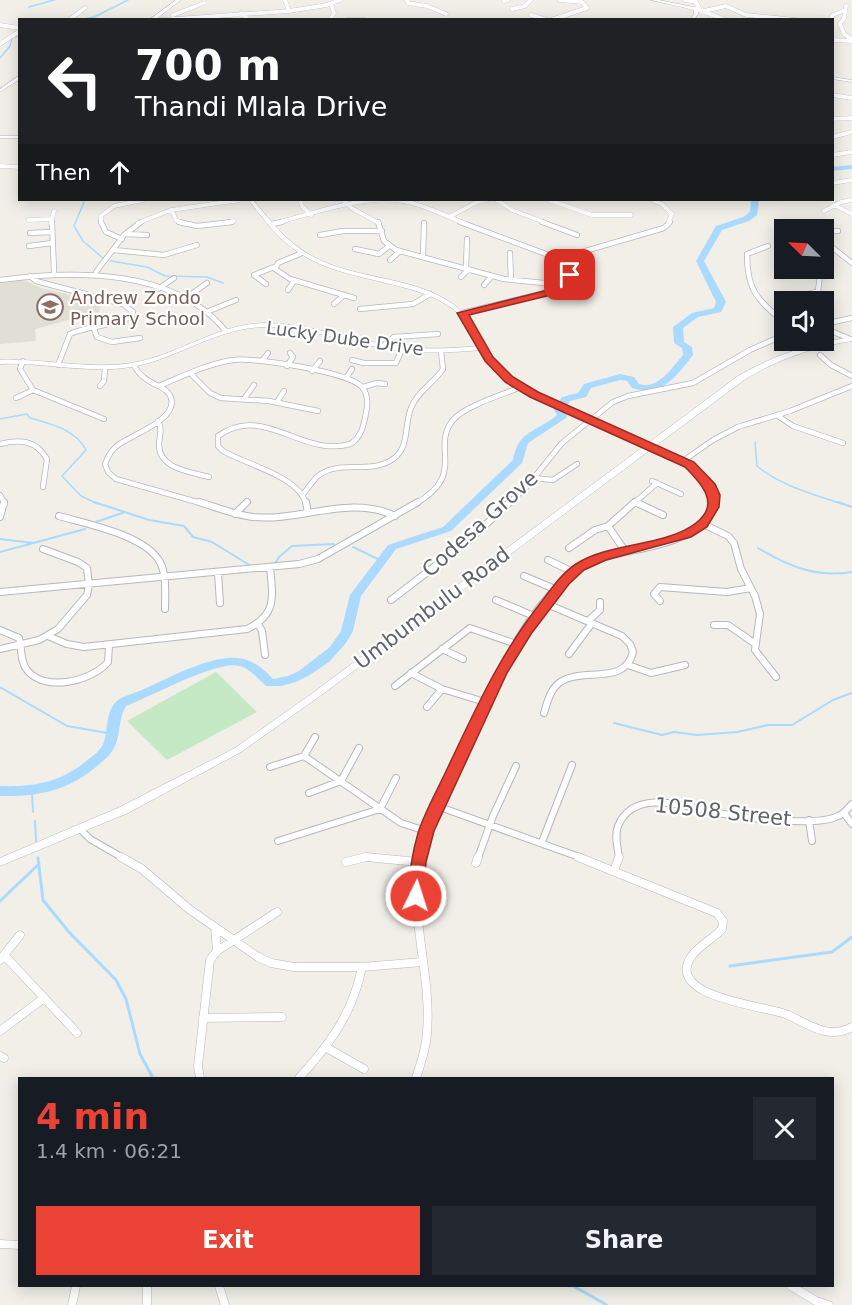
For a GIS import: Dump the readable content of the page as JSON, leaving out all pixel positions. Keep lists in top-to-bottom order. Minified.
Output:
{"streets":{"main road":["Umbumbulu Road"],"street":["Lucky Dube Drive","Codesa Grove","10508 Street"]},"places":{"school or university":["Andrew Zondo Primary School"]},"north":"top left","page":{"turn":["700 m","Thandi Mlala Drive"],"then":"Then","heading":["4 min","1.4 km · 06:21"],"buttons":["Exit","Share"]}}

-*-*-

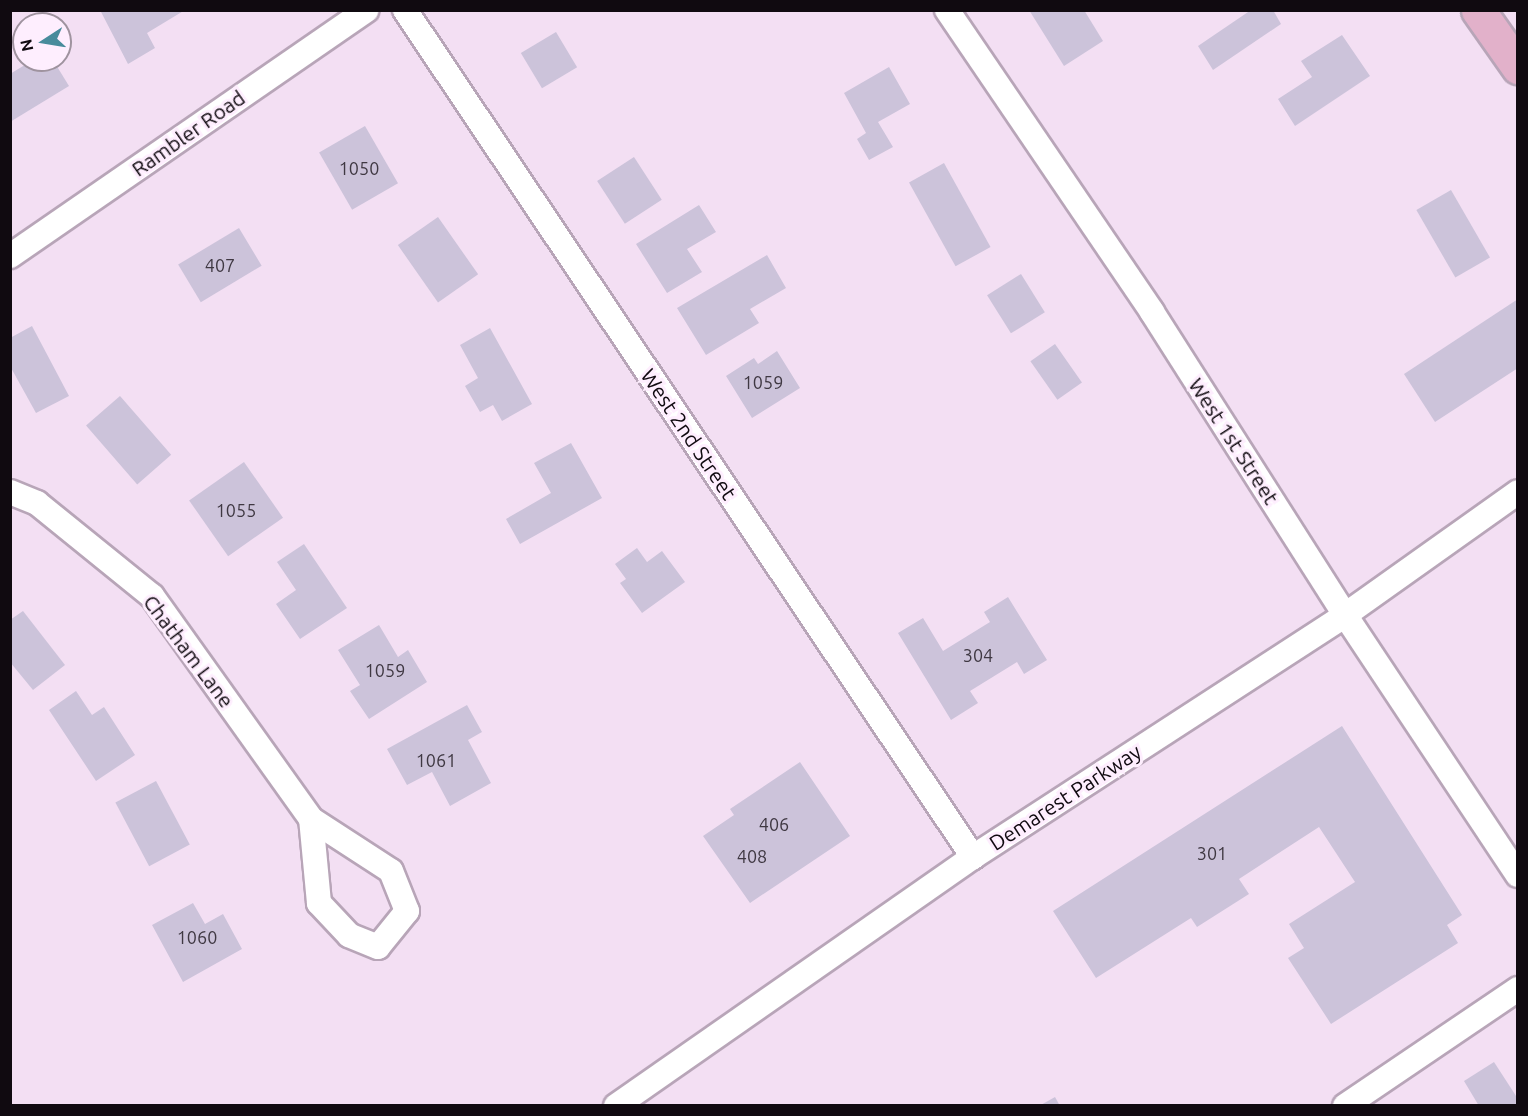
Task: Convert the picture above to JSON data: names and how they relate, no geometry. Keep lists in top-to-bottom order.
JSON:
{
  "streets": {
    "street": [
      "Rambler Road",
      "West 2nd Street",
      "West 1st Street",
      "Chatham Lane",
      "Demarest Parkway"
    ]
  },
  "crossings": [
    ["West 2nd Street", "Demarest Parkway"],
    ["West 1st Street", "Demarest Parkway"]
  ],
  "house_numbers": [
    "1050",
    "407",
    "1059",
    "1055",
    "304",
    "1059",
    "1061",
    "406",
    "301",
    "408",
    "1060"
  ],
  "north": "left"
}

-*-*-

■ **WHAT YOU ARE ASKED TO DO**
Search the listing above for "bottom" and copy every line that holds it.

■ **SOLUTION TO THE EXERCISE**
For a GIS import: Dump the readable content of the page as JSON, leaving out all pixel positions. Keep lists in top-to-bottom order. Minified.
Task: Convert the picture above to JSON data: names and how they relate, no geometry. Keep lists in top-to-bottom order.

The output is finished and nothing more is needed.